• **TASK DETAILS**
Find the lines below that include the word "Keep" and report how many there are, with no other text.

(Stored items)
------------------------------------

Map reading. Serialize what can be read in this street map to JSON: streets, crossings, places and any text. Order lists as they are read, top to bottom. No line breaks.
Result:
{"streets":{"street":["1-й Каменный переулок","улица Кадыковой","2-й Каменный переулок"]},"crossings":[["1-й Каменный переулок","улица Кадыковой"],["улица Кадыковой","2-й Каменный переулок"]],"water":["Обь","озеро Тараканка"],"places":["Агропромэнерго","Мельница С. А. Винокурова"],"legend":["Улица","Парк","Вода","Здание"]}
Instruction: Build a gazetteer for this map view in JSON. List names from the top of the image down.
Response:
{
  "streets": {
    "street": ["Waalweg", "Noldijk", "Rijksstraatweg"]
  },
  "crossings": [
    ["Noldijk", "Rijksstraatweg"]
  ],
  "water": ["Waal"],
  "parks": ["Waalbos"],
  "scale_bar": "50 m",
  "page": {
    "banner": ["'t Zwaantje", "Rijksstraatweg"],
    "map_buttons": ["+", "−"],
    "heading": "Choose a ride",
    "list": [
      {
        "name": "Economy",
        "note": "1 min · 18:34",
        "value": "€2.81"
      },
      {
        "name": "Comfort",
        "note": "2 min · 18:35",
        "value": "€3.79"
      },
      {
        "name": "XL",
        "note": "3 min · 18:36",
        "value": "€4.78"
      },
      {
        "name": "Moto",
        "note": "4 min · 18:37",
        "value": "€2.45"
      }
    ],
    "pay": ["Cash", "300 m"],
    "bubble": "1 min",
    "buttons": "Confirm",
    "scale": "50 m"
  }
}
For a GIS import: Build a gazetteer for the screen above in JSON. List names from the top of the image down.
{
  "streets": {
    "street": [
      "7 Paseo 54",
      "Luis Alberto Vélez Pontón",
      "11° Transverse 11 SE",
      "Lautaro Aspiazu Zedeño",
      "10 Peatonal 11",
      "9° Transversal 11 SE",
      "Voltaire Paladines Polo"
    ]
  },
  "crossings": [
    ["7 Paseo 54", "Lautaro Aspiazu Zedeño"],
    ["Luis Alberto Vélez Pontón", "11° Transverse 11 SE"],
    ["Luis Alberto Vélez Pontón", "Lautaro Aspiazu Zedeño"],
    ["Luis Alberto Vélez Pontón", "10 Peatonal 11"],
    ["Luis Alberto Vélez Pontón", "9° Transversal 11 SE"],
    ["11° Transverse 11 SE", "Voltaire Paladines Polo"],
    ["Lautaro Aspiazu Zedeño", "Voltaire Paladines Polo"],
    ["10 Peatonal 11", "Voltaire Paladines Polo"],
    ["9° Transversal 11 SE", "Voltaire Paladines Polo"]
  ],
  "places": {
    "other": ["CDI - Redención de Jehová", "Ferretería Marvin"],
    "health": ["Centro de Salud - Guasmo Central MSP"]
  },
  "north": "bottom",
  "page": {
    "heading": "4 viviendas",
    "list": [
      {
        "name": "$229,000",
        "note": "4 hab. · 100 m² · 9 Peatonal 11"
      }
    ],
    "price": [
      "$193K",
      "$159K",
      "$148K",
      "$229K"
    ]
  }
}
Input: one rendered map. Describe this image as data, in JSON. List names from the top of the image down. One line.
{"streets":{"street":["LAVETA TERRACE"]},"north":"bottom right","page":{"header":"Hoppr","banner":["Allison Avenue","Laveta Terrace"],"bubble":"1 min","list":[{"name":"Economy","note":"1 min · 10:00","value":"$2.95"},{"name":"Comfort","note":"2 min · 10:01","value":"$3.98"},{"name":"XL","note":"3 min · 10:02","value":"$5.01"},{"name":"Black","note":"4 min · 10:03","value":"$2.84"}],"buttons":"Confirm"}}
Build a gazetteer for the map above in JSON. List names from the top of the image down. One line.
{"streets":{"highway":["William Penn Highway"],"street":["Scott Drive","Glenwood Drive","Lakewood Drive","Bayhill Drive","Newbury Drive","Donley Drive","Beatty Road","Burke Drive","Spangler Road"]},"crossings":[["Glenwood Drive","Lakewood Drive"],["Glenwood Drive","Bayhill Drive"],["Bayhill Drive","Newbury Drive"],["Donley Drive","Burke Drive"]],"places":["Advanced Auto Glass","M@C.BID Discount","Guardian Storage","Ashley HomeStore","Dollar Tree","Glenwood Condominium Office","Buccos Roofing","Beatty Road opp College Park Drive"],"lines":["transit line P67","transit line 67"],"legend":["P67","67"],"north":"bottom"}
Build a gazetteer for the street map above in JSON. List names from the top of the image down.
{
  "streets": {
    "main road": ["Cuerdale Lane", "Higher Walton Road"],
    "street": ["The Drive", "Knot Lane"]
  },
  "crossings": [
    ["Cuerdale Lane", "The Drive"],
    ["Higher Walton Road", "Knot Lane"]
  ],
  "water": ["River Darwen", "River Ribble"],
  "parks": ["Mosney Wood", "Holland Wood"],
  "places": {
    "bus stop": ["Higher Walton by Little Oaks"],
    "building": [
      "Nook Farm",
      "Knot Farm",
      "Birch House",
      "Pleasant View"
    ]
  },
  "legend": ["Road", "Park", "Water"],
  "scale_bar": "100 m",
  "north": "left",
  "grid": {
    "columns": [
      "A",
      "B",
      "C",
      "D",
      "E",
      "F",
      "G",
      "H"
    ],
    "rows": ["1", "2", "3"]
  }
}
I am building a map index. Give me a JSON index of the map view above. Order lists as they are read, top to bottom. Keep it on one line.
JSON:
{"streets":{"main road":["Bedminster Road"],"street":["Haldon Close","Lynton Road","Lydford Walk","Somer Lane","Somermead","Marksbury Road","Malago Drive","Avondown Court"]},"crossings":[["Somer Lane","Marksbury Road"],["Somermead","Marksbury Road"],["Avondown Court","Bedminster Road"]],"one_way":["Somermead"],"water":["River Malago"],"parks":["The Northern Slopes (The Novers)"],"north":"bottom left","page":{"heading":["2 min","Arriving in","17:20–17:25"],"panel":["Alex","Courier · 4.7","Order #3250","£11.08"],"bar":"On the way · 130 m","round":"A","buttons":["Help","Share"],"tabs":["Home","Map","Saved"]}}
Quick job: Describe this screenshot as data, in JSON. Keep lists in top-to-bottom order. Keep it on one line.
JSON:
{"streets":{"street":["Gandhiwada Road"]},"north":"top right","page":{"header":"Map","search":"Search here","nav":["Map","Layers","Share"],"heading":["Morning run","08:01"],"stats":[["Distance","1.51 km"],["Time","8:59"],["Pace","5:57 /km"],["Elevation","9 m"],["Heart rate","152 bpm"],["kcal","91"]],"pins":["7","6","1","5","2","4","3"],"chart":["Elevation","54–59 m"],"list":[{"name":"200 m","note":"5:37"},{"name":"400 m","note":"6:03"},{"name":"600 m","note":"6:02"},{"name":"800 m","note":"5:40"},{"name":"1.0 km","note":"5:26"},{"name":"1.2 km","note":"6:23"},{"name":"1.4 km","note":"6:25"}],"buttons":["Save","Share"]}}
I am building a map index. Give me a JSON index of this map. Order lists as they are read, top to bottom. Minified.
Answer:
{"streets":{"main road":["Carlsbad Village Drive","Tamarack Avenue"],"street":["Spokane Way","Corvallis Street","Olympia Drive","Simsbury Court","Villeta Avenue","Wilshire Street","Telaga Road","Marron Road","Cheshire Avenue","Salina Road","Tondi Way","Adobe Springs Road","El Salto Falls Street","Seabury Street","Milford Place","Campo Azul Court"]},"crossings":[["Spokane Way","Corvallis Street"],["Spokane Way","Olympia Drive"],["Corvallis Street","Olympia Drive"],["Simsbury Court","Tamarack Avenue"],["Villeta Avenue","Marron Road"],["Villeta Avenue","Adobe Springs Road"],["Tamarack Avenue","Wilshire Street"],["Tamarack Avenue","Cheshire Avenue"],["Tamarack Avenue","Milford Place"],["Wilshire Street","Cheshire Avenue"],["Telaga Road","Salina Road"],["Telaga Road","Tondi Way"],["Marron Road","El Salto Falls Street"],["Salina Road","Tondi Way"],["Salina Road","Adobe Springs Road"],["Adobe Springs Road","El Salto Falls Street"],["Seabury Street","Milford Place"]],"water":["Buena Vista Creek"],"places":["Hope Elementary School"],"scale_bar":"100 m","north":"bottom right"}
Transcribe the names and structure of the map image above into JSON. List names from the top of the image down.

------------------------------------

• **WRITTEN RESPONSE**
2